Тогда Новодворцев, поняв, что и нынче желанных слов не
услышит, и стараясь сосредоточить мысль на том, что все-таки к
нему, а не к Неверову привели начинающего писателя на суд,
переменил положение ног, подсунул другую руку и, деловито
сказав "так-с", глядя на жилу, вздувшуюся у Го-лого на лбу,
стал тихо и гладко говорить. Он говорил, что рассказ крепко
сделан, что чувствуется сила коллектива в том месте, где мужики
на свои деньги начинают строить школу, что в описании любви
Петра к Анюте есть какие-то промахи слога, но слышится зов
весны, зов здоровой похоти-- и все время, пока он говорил, ему
почему-то вспоминалось, как недавно он послал тому же критику
письмо, в котором напоминал, что в январе исполняется двадцать
пять лет его писательской деятельности, но что он убедительно
просит никаких чествований не устраивать, ввиду того, что еще
продолжаются для Союза годы интенсивной работы... "А вот
интеллигент у вас не удался,-- говорил он.-- Не чувствуется
настоящей обреченности..." Но критик молчал.

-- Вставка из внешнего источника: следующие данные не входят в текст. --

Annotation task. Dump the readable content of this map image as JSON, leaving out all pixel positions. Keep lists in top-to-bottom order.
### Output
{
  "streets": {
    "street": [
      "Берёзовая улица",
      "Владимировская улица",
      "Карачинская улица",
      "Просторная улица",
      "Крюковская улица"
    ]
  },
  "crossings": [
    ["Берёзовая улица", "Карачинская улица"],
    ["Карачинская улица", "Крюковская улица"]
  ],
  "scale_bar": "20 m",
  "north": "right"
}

Это был костлявый,
расхлябанный, рыжий человек, страдающий, по слухам, чахоткой,
но на са-мом деле, вероятно, здоровый как бык. Он ответил,
письмом же, что одобряет такое решение, и на этом дело и
кончилось. Должно быть, в виде тайной компенсации привел
Голого... И Новодворцеву стало вдруг так грустно,-- не обидно,
а просто грустно,-- что он осекся и начал платком протирать
стекла, и глаза у него оказались совсем добрыми. Критик встал.
"Куда же вы, еще рано..." -- сказал Новодворцев, но встал тоже.

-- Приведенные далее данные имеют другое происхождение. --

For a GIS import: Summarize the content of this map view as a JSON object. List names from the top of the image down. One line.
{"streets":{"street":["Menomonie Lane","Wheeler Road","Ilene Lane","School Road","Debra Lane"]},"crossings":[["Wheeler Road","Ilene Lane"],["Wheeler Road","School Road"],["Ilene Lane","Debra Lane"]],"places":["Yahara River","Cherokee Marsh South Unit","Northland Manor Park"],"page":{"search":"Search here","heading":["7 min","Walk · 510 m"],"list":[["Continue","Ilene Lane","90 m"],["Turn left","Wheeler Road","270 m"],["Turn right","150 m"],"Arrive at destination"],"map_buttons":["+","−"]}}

Антон Голый кашлянул и прижал портфель к боку.
"Писатель из него выйдет, это так",-- равнодушно сказал
критик, блуждая по комнате и тыкая в воздухе потухшей
папиросой. Напевая вполголоса, сквозь зубы, с зыкающим звуком,
он повис над письменным столом, затем постоял у этажерки, где
добротный "Капитал" жил между потрепанным Леонидом Андреевым и
безымянной книгой без корешка; наконец, все той же склоняющейся
походкой подошел к окну, отодвинул синюю штору.
"Заходите, заходите,-- говорил Новодворцев Антону Голому,
который отрывисто кланялся и потом браво расправлял плечи.--
Вот напишите еще что-нибудь-- принесите". "Масса снегу
навалило,-- сказал критик, отпустив штору.-- Сегодня, кстати,
сочельник".
Он стал вяло искать пальто и шапку. "Во время оно, в сей
день, ваша братия строчила рождественские фельетончики..."
"Со мной не случалось",-- сказал Новодворцев. Критик
усмехнулся. "Напрасно. Вот бы написал рождественский рассказ.
По-новому".
Антон Голый кашлянул в кулак. "А у нас",-- начал он
хриплым басом и опять прочистил горло.
"Я серьезно говорю,-- продолжал критик, влезая в пальто.--
Можно очень ловко построить. Спасибо... Уже".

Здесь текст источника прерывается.